The Economic Development Conference held mid-March in Sharm el-Sheikh has led to the conclusion of USD 54bn investment contracts. They are mostly focused on the energy sector, including a high share in renewable energies, but also in infrastructure and real estate with a new capital city to be built at the east of Cairo. Moreover, Gulf countries – primarily Saudi Arabia and UAE - reiterated their USD 12.5bn financial aid (through investments and deposits at the central bank) to Egypt and high participation in investment projects such as the expansion of the Suez Canal.
Impact on country risk
This major economic event aimed as a plebiscite for president Al-Sisi was also intended to strengthen his political and international legitimacy and boost Egypt’s investment attractiveness.
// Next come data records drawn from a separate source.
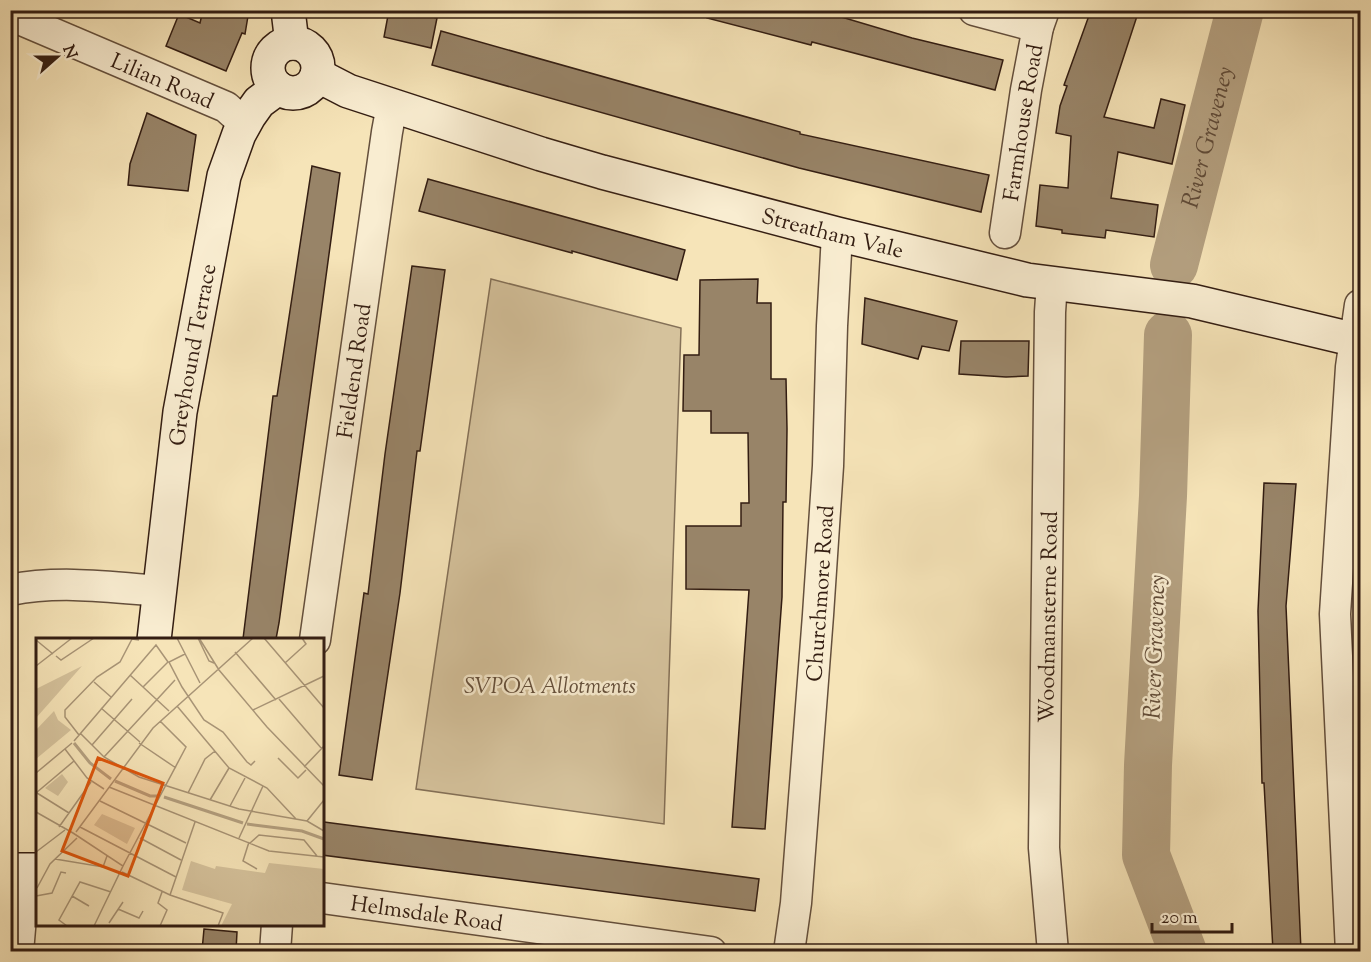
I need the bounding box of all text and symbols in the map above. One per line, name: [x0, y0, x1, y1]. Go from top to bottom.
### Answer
north arrow: [27, 27, 87, 87]
text: N: [56, 42, 82, 63]
street label: Farmhouse Road: [997, 42, 1053, 203]
street label: Lilian Road: [105, 47, 218, 119]
water label: River Graveney: [1174, 63, 1244, 212]
street label: Streatham Vale: [757, 202, 906, 269]
street label: Greyhound Terrace: [163, 261, 226, 448]
street label: Fieldend Road: [331, 302, 382, 441]
street label: Churchmore Road: [800, 504, 844, 683]
street label: Woodmansterne Road: [1032, 511, 1068, 723]
water label: River Graveney: [1136, 574, 1176, 720]
inset map: [36, 638, 324, 926]
park label: SVPOA Allotments: [464, 672, 636, 704]
street label: Helmsdale Road: [348, 889, 505, 942]
scale bar: [1152, 896, 1232, 934]
text: 20 m: [1161, 906, 1198, 932]

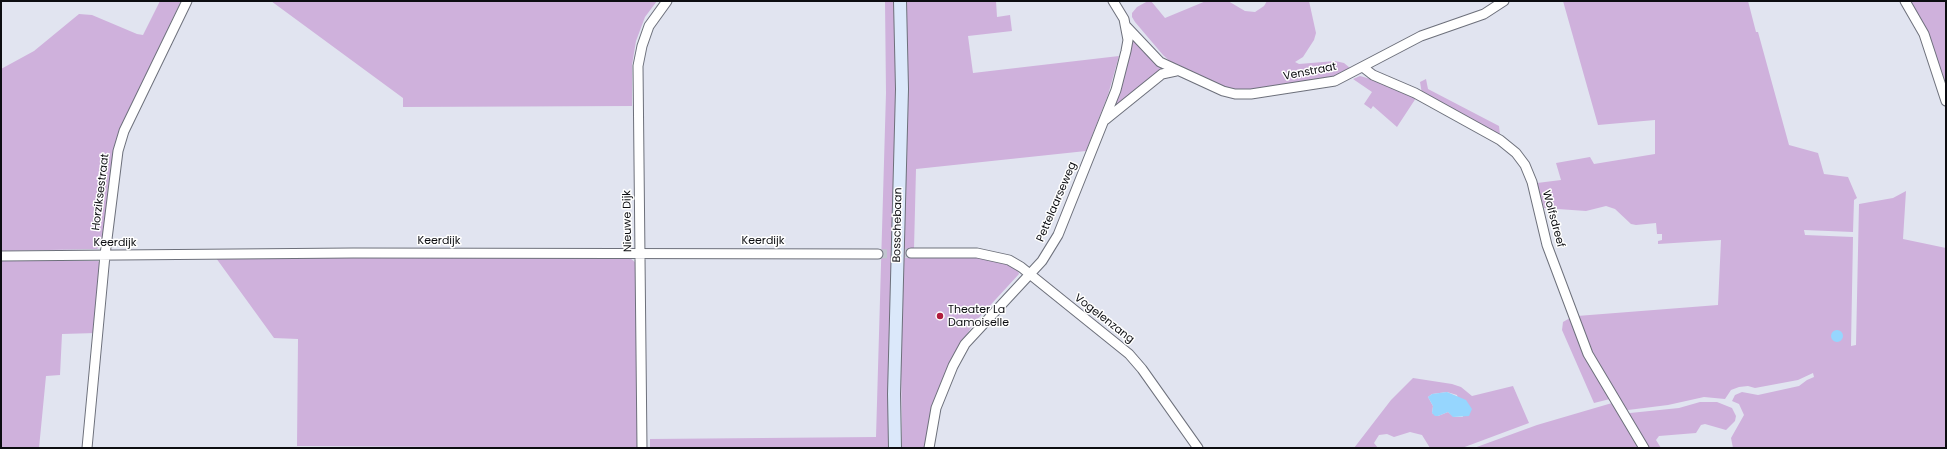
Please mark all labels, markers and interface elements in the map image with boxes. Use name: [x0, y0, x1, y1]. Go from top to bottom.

Considering the amount of pledged investments and attendance of over 20 head of states (supporting Al-Sisi as a top player for regional stability) and thousands of participants, Al-Sisi has succeeded. In a more confident climate, the main financial support came unsurprisingly from Gulf allies which will continue mitigating Egypt’s financial risks in the short term thanks to their significant support. However, looking forward, the hardest has yet to be achieved. Megaprojects were already planned under Mubarak’s regime and failed to deliver concrete results whereas some investments announced at the Conference were reconfirmed. Economic challenges add to social ones in a country where most people are young, many are unemployed, poor, and could barely benefit from announced investments. Moreover, implementing the economic reform agenda will be crucial to investment projects and to support Al-Sisi’s liberal stance. Finally, far from a business as usual environment, the massive deployment of soldiers around the Conference shows that despite a recovering economic momentum, the security threat remains a major hurdle to investments and economic normalisation in Egypt.